The commerce numbers explain the ambition. TikTok Shop grew U.S. sales 407% in 2024, then another 108% in 2025 to hit $15.82 billion. It now owns 18.2% of U.S. social commerce.
For your team, the threat is the handoff. Every time a user leaves your product to book, buy, or search elsewhere, TikTok wants to capture that step inside its own walls. If your business depends on traffic from these platforms, that referral could dry up fast.
Shorts just put on a TikTok costume
YouTube made Shorts look and feel more like its rival. It added a heart icon for likes, a clear screen mode, and 2x playback speed. It killed the dislike button. The clear screen copies a TikTok feature from 2022. Even the speed gesture mirrors how TikTok works.
YouTube was late here, launching Shorts years after TikTok and Reels. But Shorts hit 200 billion daily views as of June 2025, per CEO Neal Mohan. Read the fine print: YouTube counts a view from the first second a video opens.
The lesson is plain. When patterns work, they spread. Your users now expect a heart, a clean screen, and a speed gesture everywhere. Fighting that muscle memory with a clever custom interaction usually loses.
Meta is throwing things at the wall
Meta shipped its first in-house AI glasses, three styles starting at $299, lighter and cheaper than the old Ray-Ban version that ran about $499. They pack two ultra-wide cameras, open-ear speakers, and live translation in 20 languages. One pair was designed with Kylie Jenner, complete with her voice and a chime when you put them on.

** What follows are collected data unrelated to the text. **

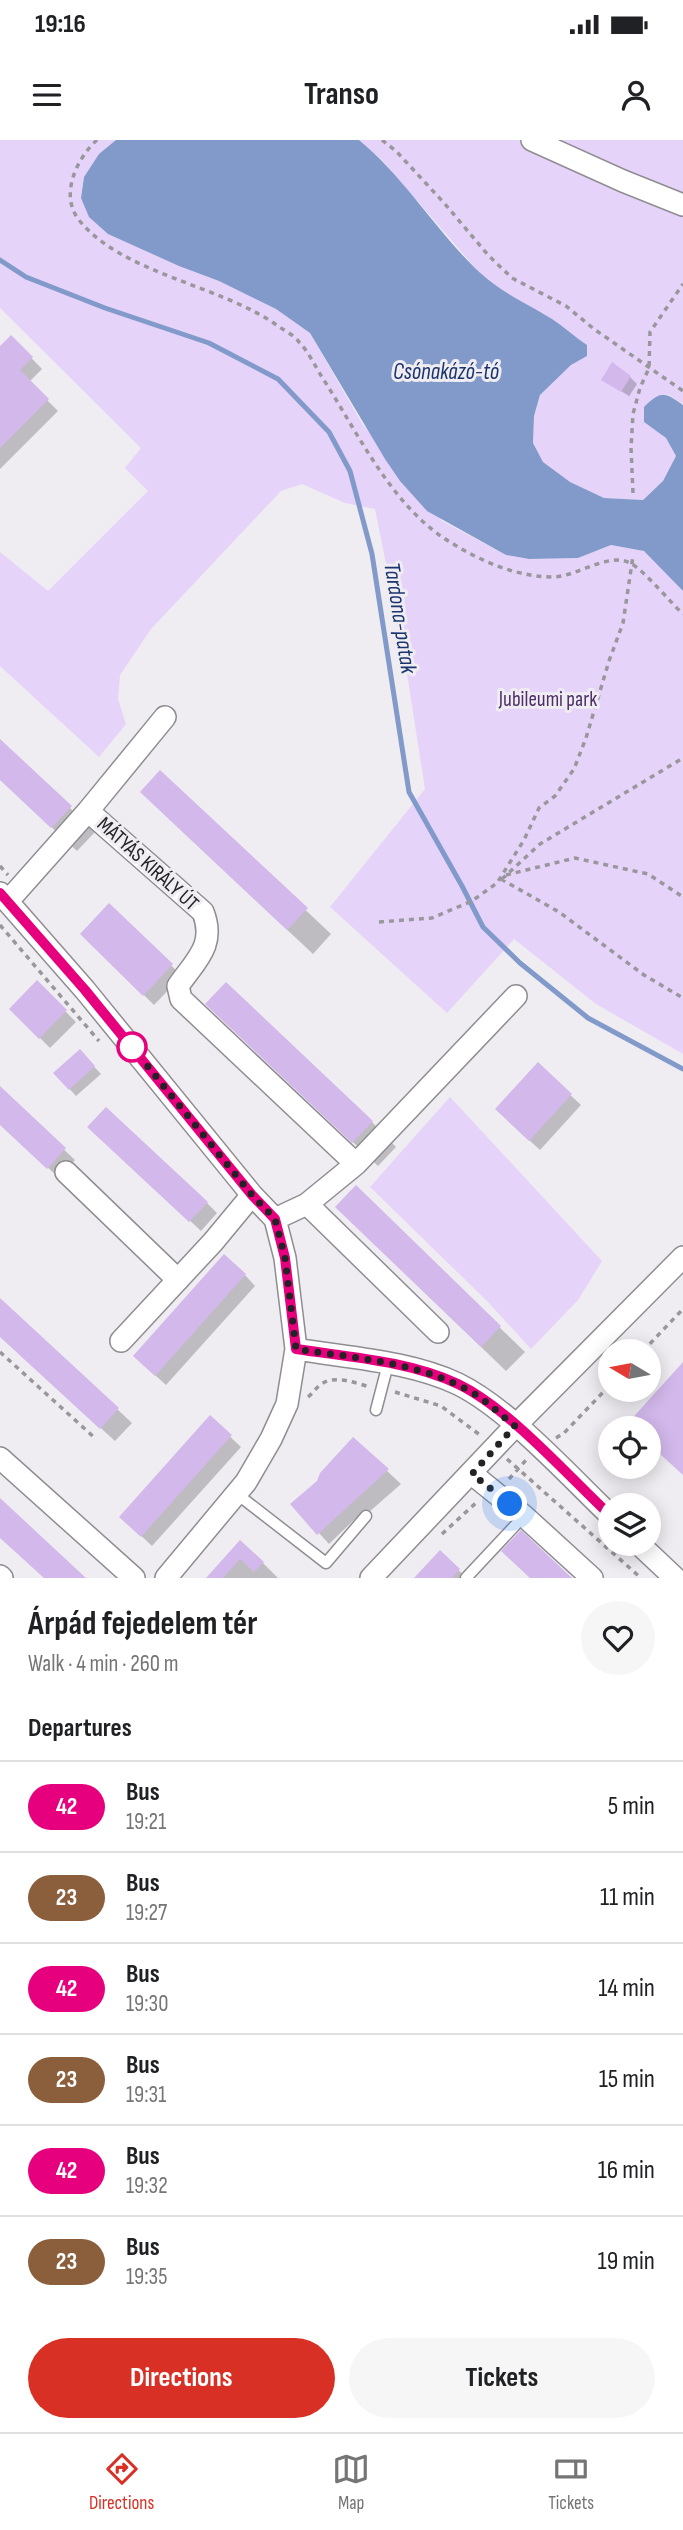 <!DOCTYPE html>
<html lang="en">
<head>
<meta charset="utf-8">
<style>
	:root { --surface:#fff; --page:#f6f6f6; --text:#202124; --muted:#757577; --line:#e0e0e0; --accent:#d93025 }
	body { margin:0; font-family:"Sofia Sans Condensed",sans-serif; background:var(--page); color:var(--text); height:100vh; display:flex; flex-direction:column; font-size:26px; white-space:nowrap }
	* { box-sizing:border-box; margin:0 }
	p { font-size:23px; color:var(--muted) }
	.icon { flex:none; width:38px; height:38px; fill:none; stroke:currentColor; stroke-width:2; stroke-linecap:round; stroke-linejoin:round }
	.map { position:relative; height:1438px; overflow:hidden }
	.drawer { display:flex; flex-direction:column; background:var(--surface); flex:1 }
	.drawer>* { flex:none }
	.badge { padding:0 14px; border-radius:23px; font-size:24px; line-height:46px }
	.needle { width:46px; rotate:280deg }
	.fabs { position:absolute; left:598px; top:1199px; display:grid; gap:14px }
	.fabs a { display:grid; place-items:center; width:63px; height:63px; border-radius:50%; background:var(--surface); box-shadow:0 4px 18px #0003; font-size:35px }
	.you { position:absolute; width:35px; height:35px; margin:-18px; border:5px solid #fff; border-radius:50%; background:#1a73e8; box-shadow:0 0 0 10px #1a73e833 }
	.map>.badge { position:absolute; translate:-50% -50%; box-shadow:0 0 0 4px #fff }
	h2 { padding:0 28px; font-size:26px; line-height:63px }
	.round { display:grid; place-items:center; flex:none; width:74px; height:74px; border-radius:37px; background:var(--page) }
	.summary { display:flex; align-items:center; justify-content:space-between; height:119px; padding:0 28px }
	h1 { font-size:33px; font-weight:700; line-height:52px }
	.button { display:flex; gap:14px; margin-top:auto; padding:14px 28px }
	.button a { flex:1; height:80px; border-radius:42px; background:var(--accent); color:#fff; font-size:28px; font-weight:700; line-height:80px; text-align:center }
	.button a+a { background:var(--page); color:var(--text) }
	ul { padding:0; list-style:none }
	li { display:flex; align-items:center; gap:21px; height:91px; padding:0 28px; border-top:2px solid var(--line) }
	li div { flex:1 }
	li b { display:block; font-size:26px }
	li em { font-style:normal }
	li .badge { min-width:77px; font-weight:700; text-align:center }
	.status { display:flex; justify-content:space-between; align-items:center; height:49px; padding:0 35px; background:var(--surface); direction:ltr }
	.status svg { height:19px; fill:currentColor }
	header { display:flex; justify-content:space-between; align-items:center; height:91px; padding:0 28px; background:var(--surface); font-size:32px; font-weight:700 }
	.tabs { display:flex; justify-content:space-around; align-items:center; height:98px; border-top:2px solid var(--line); background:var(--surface); font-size:19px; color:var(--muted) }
	.tabs a { display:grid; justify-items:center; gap:4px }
	.tabs .active { color:var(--accent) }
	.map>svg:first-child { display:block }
	.green { fill:#e6d3fa }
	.water { fill:#829aca }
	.shadow { fill:#0003 }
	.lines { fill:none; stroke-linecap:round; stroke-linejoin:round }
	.stream { stroke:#829aca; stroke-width:5 }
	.building { fill:#d2b8eb }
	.lane-casing { stroke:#908d92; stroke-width:13 }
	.street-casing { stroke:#908d92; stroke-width:24 }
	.path { stroke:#99979b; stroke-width:3.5; stroke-dasharray:5 5; stroke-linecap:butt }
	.lane { stroke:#fff; stroke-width:10 }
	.street { stroke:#fff; stroke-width:21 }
	.line-casing { stroke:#fff; stroke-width:16 }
	.line { stroke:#e6007e; stroke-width:10 }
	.walk { stroke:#232224; stroke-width:7; stroke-dasharray:0 12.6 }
	.stop-dot { fill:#fff; stroke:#e6007e; stroke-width:3.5 }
	.labels { text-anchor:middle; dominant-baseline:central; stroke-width:6; stroke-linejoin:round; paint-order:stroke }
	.park-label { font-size:21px; fill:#4e2c69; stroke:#efecf2 }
	.street-label { font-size:21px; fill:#232224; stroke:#efecf2 }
	.water-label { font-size:23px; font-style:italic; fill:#1a346e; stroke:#efecf2 }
</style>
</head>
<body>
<div class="status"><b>19:16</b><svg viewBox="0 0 49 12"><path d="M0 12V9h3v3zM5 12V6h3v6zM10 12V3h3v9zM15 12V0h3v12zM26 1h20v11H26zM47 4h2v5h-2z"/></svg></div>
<header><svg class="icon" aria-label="menu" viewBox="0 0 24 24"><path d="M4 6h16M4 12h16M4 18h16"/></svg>Transo<svg class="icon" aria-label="person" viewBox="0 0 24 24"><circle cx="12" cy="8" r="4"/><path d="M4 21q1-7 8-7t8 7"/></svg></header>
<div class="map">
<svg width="683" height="1438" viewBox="0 0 683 1438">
	<rect width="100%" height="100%" fill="#efecf2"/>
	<path class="green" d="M0,0H117L84,37L81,58L192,131L217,140L276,169L310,193L363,285L442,381L506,415L529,419L578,418L611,405L645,411L683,451V914L596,864L514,799L447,873L330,767L425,649L403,508L375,369L345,363L302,344L281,351L151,489L120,535L118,559L126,584L99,617L0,526V412L48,451L148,351L125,328L141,308L0,168Z
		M359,0H683V264L669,255L662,254L644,282L666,298L676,316L663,341L643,360L604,358L569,342L543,322L533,303L534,276L540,255L571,225L587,216V205L546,176L509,156L478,131L381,19Z
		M450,957L602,1121L578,1160L531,1209L488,1162L370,1047Z"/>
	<path class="water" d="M116,0H359C404,37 434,88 475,128C501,153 523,161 552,179C564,187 575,197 587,205V216L571,225L540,255L534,276L533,303L543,322L570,342L604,358L643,360L663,341L676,316L666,298L644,282V267C661,250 665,252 683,265V451L644,411L611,405L578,418L529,419L506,415L427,371L400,341L385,319L310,193L276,169L219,141L179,126L108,94L89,77L81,58L84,37L99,14Z"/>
	<path class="shadow" d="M11,197L42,229L29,242L58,271L0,329V208Z
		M630,237L637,244L628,258L629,256L603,240Z
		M0,601L95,692L77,711L0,639Z
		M160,633L331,794L313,814L167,677Z
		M109,765L182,836L154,865L82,794Z
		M37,843L76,882L50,908L11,869Z
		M233,888L372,982L396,1007L378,1026Z
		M79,911L101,934L76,956L55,933Z
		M538,925L581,965L540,1010L507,980Z
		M0,949L75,1020L59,1038L0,983Z
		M100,997L207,1063L217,1073L201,1091Z
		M356,1048L525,1212L506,1231L362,1092Z
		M245,1135L255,1146L166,1245L145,1226Z
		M0,1160L132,1283L115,1301L0,1196Z
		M210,1278L241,1307L152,1406L132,1387Z
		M353,1299L401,1344L360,1380L357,1377L329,1404L319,1393L318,1342Z
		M241,1403L263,1423L278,1438H208Z
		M440,1413L467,1438H416Z"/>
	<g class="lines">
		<path class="stream" d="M0,120L26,137L105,168L209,203L278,239L329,292L350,331L372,414L409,652L462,746L483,787L520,823L588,878L683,929"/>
	</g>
	<path class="building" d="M11,195L33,217L20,230L49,259L0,308V206Z
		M612,222L631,236L621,252L601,240Z
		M0,599L72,666L51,688L0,640Z
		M160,630L308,768L287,790L140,652Z
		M109,763L173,824L143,856L80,794Z
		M37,840L67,870L39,899L9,869Z
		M226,842L373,981L352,1003L205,864Z
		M80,909L95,926L69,950L53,933Z
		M538,922L572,954L529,1001L495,969Z
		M0,946L66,1008L47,1029L0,985Z
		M106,967L208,1062L189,1082L87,987Z
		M356,1045L501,1186L481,1207L335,1067Z
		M224,1114L246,1134L155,1236L133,1216Z
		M0,1158L119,1268L100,1289L0,1197Z
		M683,1222V1335L649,1304V1288H631L627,1284Z
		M210,1275L232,1295L141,1397L119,1377Z
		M353,1297L389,1329L317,1395L290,1364L317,1341L320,1333Z
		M0,1358L86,1438H44L0,1398Z
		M521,1390L572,1438H530L501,1411Z
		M240,1400L264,1422L254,1432L240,1419L223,1438H206Z
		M440,1410L460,1429L452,1438H414Z"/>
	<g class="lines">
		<defs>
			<path id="lane" d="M376,1270L388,1224
				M237,1354L326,1423L366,1376
				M466,1438L524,1376"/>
			<path id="street" d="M532,0L623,41L683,65
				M88,671L203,772C216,805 196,820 178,846L181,859L356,1024
				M0,753L85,850L252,1055L275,1079L285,1118L296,1209L287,1264L271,1299L246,1342L166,1438
				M8,761L88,671L165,577
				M66,1032L178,1140
				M307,1064L438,1192
				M275,1079L307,1064L356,1024L516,856
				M121,1201L213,1102L252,1055
				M296,1209C349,1218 409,1221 458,1244C509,1269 569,1336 611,1376
				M0,1318L134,1438
				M472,1334L524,1376L592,1438
				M639,1404L675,1438
				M0,1436L2,1438
				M371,1438L515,1286L683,1117"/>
		</defs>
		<use href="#lane" class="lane-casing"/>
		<use href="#street" class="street-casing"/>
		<path class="path" d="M97,0C77,18 59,55 79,80C122,134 221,145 278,186C285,191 294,195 299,202C308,211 315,226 322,237C358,293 392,367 450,402C482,422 517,437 554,437C578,436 608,412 630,423C643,429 671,463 683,474
			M382,0L396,11L445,64L488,115L512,138L566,166L594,189L683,251
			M633,353L631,308L633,274L640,248L649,228L650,192L683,144
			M0,726L8,735
			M506,735L575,718L648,734L683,757
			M501,739L559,772L644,835L683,858
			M502,739L540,704L683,618
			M379,782L432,778L472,761L497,743L524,700L539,668L555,656L574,629L586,598L609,521L623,483L633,416
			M0,785L99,901
			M643,1211L683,1169
			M0,1212L96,1299
			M395,1252L441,1266L480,1295
			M308,1257C313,1253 316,1248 320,1245C334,1234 355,1243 370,1247
			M556,1298L564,1293L611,1244
			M507,1319L641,1438
			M509,1339L527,1319
			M442,1394L478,1361"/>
		<use href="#lane" class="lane"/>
		<use href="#street" class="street"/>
	</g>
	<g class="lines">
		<defs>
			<path id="line" d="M0,753L85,850L252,1055L275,1079L285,1118L296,1209C349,1217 409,1221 458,1244C510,1269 568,1336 611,1376"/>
		</defs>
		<use href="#line" class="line-casing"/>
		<use href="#line" class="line"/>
		<path class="walk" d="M132,907L252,1055L275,1079L285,1118L296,1209C354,1218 421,1222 473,1253C488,1262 501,1275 515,1286L472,1334L510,1364"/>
	</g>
	<circle class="stop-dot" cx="132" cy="907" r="14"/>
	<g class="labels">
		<g class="park-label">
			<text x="548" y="559">Jubileumi park</text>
		</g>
		<g class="street-label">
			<text transform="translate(148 724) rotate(42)">MÁTYÁS KIRÁLY ÚT</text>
		</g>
		<g class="water-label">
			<text x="446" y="232">Csónakázó-tó</text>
			<text transform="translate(400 478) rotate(81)">Tardona-patak</text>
		</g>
	</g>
</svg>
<div class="fabs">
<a><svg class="needle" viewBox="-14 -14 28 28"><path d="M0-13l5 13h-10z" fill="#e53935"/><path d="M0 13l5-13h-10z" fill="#757577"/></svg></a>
<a><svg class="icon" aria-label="locate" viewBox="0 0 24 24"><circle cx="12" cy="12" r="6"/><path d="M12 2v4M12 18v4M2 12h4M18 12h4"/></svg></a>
<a><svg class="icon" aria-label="layers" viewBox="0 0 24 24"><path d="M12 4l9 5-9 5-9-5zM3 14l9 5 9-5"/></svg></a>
</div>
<div class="you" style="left:510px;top:1364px"></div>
</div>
<section class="drawer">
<div class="summary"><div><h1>Árpád fejedelem tér</h1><p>Walk · 4 min · 260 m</p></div><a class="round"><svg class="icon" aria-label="heart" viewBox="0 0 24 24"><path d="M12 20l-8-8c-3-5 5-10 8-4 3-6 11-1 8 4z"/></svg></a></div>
<h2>Departures</h2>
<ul>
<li><span class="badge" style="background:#e6007e;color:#fff">42</span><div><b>Bus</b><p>19:21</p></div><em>5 min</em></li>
<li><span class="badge" style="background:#8b5e3c;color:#fff">23</span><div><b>Bus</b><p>19:27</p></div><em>11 min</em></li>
<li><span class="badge" style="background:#e6007e;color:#fff">42</span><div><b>Bus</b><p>19:30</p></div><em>14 min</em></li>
<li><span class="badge" style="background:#8b5e3c;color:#fff">23</span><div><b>Bus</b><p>19:31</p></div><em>15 min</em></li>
<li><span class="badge" style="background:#e6007e;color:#fff">42</span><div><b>Bus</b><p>19:32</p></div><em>16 min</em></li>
<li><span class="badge" style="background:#8b5e3c;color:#fff">23</span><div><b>Bus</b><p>19:35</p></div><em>19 min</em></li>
</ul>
<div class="button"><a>Directions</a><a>Tickets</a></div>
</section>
<nav class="tabs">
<a class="active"><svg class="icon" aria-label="directions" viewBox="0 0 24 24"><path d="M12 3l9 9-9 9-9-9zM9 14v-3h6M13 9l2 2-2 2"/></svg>Directions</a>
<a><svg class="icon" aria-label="map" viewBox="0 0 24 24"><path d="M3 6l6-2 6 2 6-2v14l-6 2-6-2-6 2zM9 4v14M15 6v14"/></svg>Map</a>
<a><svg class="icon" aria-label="tickets" viewBox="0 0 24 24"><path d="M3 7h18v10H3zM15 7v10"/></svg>Tickets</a>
</nav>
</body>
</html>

Meanwhile, Zuckerberg ordered a team to build a prediction market app called Arena, modeled on Polymarket and Kalshi. It runs on points, not real money, for now. It may never launch. Meta has a long list of copycat misses, from the Lasso TikTok clone to the metaverse.
So Meta is doing both. Bet on a hardware category that could reshape input, and chase a hot trend that could fade. Watch the glasses closely. The betting app is a tell about how Meta operates, not a market you need to plan around yet.
The product nobody asked to be filmed for
The glasses launch hit a wall the spec sheet ignored. The Kylie edition starts at $399, and the buzz was real, but the loudest reactions were about the camera. People asked whether gym-goers, schools, and bars want a stranger's sunglasses secretly recording them. One commenter said a guy in Meta glasses creeps her out every workout.
That is the cost of stuffing more power into a familiar form. The friendlier and more invisible the design, the more it spooks the people around it. Convenience for the wearer can mean discomfort for everyone in the room.
If your roadmap adds always-on sensing, AI capture, or anything that touches bystanders, the design problem is not just the user. It is the people who never opted in.
The deep cut
The real shift is that distribution is collapsing inward. These platforms are racing to own the next step, the booking, the purchase, the search, so users never leave. If your product lives downstream of their traffic, your referral pipe is the thing they are trying to cut.
Bumble is the cautionary tale. Its downloads fell 23% in 2025 and its stock is down 96% from IPO, while it scrambles to bolt on an AI matchmaker and explore a sale. When you depend on someone else's reach and you do not own a direct line to your users, a platform shift can gut you in a few quarters. Build that direct relationship now, before the handoff disappears.
Three questions for your team
- Where does our product hand a user off to another app, and which of those steps could TikTok or a platform swallow before we do?
- Are we copying proven interaction patterns like the heart and clear screen where they help, or burning goodwill on custom moves users have to relearn?
- If a platform cut our referral traffic by 30% next quarter, what direct line to our users would still be standing?